=== Section Start ===

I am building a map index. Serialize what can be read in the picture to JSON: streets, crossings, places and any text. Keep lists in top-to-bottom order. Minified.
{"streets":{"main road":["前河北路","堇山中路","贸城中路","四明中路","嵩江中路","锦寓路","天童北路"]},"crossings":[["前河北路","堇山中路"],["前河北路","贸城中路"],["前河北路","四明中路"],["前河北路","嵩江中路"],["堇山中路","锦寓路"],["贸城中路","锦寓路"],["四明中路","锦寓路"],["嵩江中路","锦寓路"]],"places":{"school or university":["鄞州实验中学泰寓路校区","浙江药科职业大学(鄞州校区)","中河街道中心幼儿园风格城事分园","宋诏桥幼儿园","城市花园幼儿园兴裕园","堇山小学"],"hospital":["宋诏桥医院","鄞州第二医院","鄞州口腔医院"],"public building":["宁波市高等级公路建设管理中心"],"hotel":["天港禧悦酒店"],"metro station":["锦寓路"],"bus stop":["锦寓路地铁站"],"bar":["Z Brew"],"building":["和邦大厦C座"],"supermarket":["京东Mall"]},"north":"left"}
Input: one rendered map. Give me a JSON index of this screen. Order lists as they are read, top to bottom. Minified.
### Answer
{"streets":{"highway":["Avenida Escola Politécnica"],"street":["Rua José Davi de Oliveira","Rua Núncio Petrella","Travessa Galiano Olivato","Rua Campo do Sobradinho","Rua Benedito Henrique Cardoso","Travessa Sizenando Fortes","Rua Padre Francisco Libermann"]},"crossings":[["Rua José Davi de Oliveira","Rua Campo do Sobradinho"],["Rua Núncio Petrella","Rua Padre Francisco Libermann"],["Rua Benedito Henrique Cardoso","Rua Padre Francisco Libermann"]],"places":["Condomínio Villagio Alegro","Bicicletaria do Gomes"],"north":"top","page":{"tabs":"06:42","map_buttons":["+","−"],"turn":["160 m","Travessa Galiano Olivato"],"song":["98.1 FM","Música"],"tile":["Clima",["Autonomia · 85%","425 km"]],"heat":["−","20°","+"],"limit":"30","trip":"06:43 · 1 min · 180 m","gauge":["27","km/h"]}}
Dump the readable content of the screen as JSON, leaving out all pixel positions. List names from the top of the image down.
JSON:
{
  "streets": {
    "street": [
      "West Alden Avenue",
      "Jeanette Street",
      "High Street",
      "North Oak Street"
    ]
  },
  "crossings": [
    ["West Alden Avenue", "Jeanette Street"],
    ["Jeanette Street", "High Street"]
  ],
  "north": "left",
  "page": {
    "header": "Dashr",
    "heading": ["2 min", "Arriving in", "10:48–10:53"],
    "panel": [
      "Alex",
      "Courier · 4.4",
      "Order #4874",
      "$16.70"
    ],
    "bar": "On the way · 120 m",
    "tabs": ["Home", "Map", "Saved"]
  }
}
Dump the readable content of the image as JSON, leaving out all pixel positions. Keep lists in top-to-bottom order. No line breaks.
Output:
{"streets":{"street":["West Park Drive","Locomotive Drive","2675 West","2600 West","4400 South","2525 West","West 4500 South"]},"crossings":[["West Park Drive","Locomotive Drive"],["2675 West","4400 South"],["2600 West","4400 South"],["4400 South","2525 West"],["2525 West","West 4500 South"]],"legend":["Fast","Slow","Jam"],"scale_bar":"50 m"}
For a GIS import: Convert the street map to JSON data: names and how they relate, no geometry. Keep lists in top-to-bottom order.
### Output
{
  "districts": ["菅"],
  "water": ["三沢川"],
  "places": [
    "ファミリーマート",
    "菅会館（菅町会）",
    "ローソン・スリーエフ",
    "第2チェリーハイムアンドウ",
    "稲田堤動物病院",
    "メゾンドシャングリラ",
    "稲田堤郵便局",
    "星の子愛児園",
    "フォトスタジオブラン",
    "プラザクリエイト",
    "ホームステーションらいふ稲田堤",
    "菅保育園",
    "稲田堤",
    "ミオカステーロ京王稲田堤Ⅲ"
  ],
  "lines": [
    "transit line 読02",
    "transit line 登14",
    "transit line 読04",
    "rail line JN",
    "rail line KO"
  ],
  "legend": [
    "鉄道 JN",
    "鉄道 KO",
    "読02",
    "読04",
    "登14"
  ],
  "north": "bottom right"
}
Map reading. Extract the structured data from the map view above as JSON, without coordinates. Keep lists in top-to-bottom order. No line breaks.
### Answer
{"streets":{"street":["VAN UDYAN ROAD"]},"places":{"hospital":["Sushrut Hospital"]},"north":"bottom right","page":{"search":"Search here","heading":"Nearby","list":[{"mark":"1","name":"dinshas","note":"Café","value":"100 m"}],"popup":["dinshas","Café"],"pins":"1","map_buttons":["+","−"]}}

=== Section End ===

### What needs to be done
Write the listing out again in full, exactly as it stands above.

### Reply to the task
I am building a map index. Serialize what can be read in the picture to JSON: streets, crossings, places and any text. Keep lists in top-to-bottom order. Minified.
{"streets":{"main road":["前河北路","堇山中路","贸城中路","四明中路","嵩江中路","锦寓路","天童北路"]},"crossings":[["前河北路","堇山中路"],["前河北路","贸城中路"],["前河北路","四明中路"],["前河北路","嵩江中路"],["堇山中路","锦寓路"],["贸城中路","锦寓路"],["四明中路","锦寓路"],["嵩江中路","锦寓路"]],"places":{"school or university":["鄞州实验中学泰寓路校区","浙江药科职业大学(鄞州校区)","中河街道中心幼儿园风格城事分园","宋诏桥幼儿园","城市花园幼儿园兴裕园","堇山小学"],"hospital":["宋诏桥医院","鄞州第二医院","鄞州口腔医院"],"public building":["宁波市高等级公路建设管理中心"],"hotel":["天港禧悦酒店"],"metro station":["锦寓路"],"bus stop":["锦寓路地铁站"],"bar":["Z Brew"],"building":["和邦大厦C座"],"supermarket":["京东Mall"]},"north":"left"}
Input: one rendered map. Give me a JSON index of this screen. Order lists as they are read, top to bottom. Minified.
### Answer
{"streets":{"highway":["Avenida Escola Politécnica"],"street":["Rua José Davi de Oliveira","Rua Núncio Petrella","Travessa Galiano Olivato","Rua Campo do Sobradinho","Rua Benedito Henrique Cardoso","Travessa Sizenando Fortes","Rua Padre Francisco Libermann"]},"crossings":[["Rua José Davi de Oliveira","Rua Campo do Sobradinho"],["Rua Núncio Petrella","Rua Padre Francisco Libermann"],["Rua Benedito Henrique Cardoso","Rua Padre Francisco Libermann"]],"places":["Condomínio Villagio Alegro","Bicicletaria do Gomes"],"north":"top","page":{"tabs":"06:42","map_buttons":["+","−"],"turn":["160 m","Travessa Galiano Olivato"],"song":["98.1 FM","Música"],"tile":["Clima",["Autonomia · 85%","425 km"]],"heat":["−","20°","+"],"limit":"30","trip":"06:43 · 1 min · 180 m","gauge":["27","km/h"]}}
Dump the readable content of the screen as JSON, leaving out all pixel positions. List names from the top of the image down.
JSON:
{
  "streets": {
    "street": [
      "West Alden Avenue",
      "Jeanette Street",
      "High Street",
      "North Oak Street"
    ]
  },
  "crossings": [
    ["West Alden Avenue", "Jeanette Street"],
    ["Jeanette Street", "High Street"]
  ],
  "north": "left",
  "page": {
    "header": "Dashr",
    "heading": ["2 min", "Arriving in", "10:48–10:53"],
    "panel": [
      "Alex",
      "Courier · 4.4",
      "Order #4874",
      "$16.70"
    ],
    "bar": "On the way · 120 m",
    "tabs": ["Home", "Map", "Saved"]
  }
}
Dump the readable content of the image as JSON, leaving out all pixel positions. Keep lists in top-to-bottom order. No line breaks.
Output:
{"streets":{"street":["West Park Drive","Locomotive Drive","2675 West","2600 West","4400 South","2525 West","West 4500 South"]},"crossings":[["West Park Drive","Locomotive Drive"],["2675 West","4400 South"],["2600 West","4400 South"],["4400 South","2525 West"],["2525 West","West 4500 South"]],"legend":["Fast","Slow","Jam"],"scale_bar":"50 m"}
For a GIS import: Convert the street map to JSON data: names and how they relate, no geometry. Keep lists in top-to-bottom order.
### Output
{
  "districts": ["菅"],
  "water": ["三沢川"],
  "places": [
    "ファミリーマート",
    "菅会館（菅町会）",
    "ローソン・スリーエフ",
    "第2チェリーハイムアンドウ",
    "稲田堤動物病院",
    "メゾンドシャングリラ",
    "稲田堤郵便局",
    "星の子愛児園",
    "フォトスタジオブラン",
    "プラザクリエイト",
    "ホームステーションらいふ稲田堤",
    "菅保育園",
    "稲田堤",
    "ミオカステーロ京王稲田堤Ⅲ"
  ],
  "lines": [
    "transit line 読02",
    "transit line 登14",
    "transit line 読04",
    "rail line JN",
    "rail line KO"
  ],
  "legend": [
    "鉄道 JN",
    "鉄道 KO",
    "読02",
    "読04",
    "登14"
  ],
  "north": "bottom right"
}
Map reading. Extract the structured data from the map view above as JSON, without coordinates. Keep lists in top-to-bottom order. No line breaks.
### Answer
{"streets":{"street":["VAN UDYAN ROAD"]},"places":{"hospital":["Sushrut Hospital"]},"north":"bottom right","page":{"search":"Search here","heading":"Nearby","list":[{"mark":"1","name":"dinshas","note":"Café","value":"100 m"}],"popup":["dinshas","Café"],"pins":"1","map_buttons":["+","−"]}}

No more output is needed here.